FIG. 1 illustrates a typical prior art paint circulation system over which the invention is an improvement. Such a paint circulation system includes a basic circulation network 10 consisting of a circulation pump 12, a paint reservoir 14 which supplies the pump 12 through the conduit 16, and the reservoir 14 is supplied with paint from a mixing tank 18. The output of the pump 12 passes into conduit 20 which supplies a manifold to a plurality of parallel connected stations 22 each station having a valved paint distributor 24 in the form of a manually held spray gun or fixed or robotically controlled nozzle for applying paint to the work piece, not shown. The stations 22 communicate with the return line 26 continuing the back pressure control valve 28 which dumps into the reservoir 14 through pipe 30. The dotted line 32 represents the paint mix room in which the operating components, other than the paint stations and distributors, are located.

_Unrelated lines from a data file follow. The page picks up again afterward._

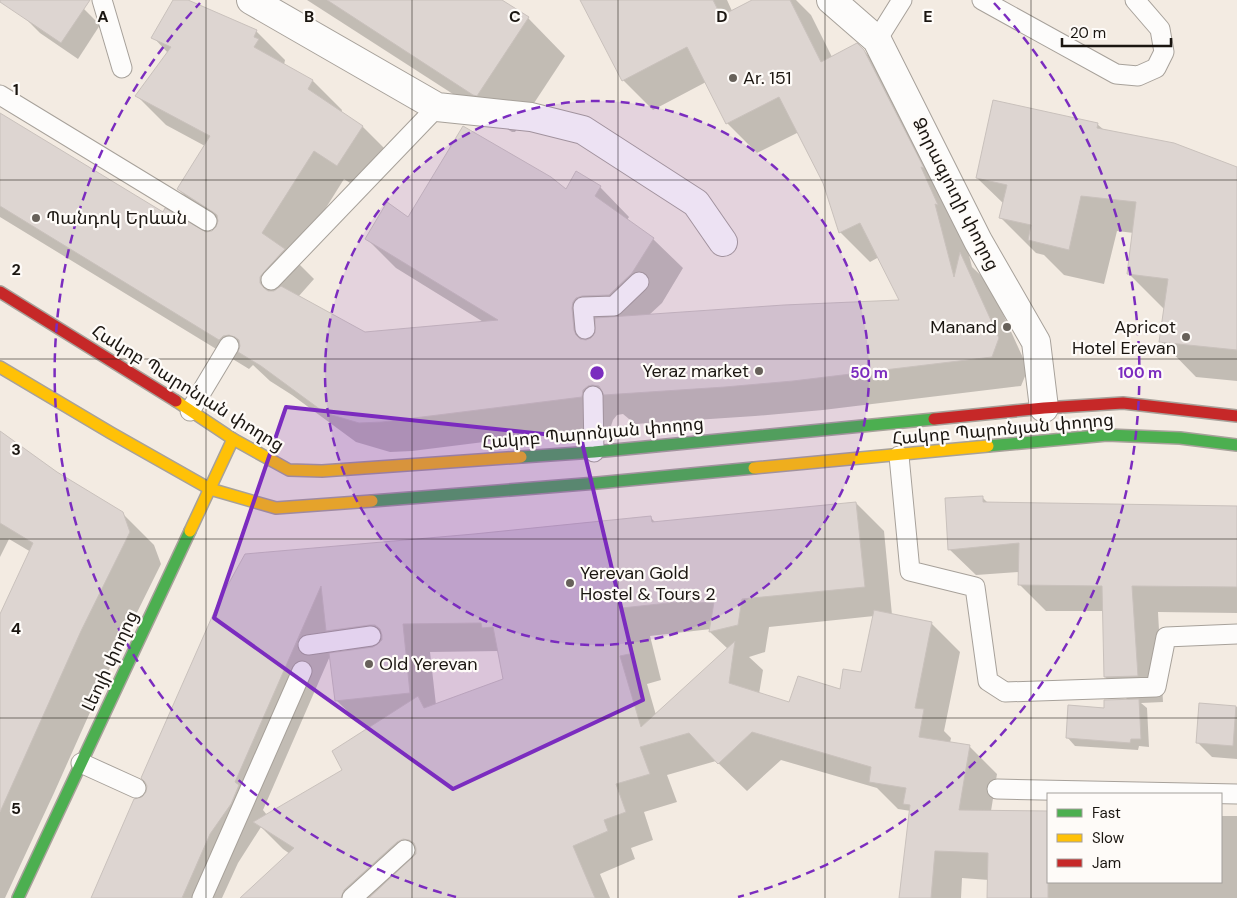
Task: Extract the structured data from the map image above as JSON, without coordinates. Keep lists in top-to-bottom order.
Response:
{
  "streets": {
    "main road": ["Հակոբ Պարոնյան փողոց", "Լեոյի փողոց"],
    "street": ["Ձորագյուղի փողոց"]
  },
  "crossings": [
    ["Ձորագյուղի փողոց", "Հակոբ Պարոնյան փողոց"],
    ["Հակոբ Պարոնյան փողոց", "Լեոյի փողոց"]
  ],
  "places": [
    "Ar. 151",
    "Պանդոկ Երևան",
    "Manand",
    "Apricot Hotel Erevan",
    "Yeraz market",
    "Yerevan Gold Hostel & Tours 2",
    "Old Yerevan"
  ],
  "legend": ["Fast", "Slow", "Jam"],
  "scale_bar": "20 m",
  "grid": {
    "columns": [
      "A",
      "B",
      "C",
      "D",
      "E"
    ],
    "rows": [
      "1",
      "2",
      "3",
      "4",
      "5"
    ]
  },
  "rings": ["50 m", "100 m"]
}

Normally, conventional paint systems of the type shown in FIG. 1 circulate the paint through the network 10 at approximately sixty feet per minute, and the flow of paint through the network 10 is substantially constant as regulated by the pressure control valve 28. The greater the number of paint distributors 24 in use, the greater the amount of paint being pumped by pump 12 in order to maintain a substantially constant pressure within network 10, and even though little paint is being used in view of the majority of distributors 24 being closed the velocity of the paint flowing through the network 10 is maintained substantially at sixty feet per minute.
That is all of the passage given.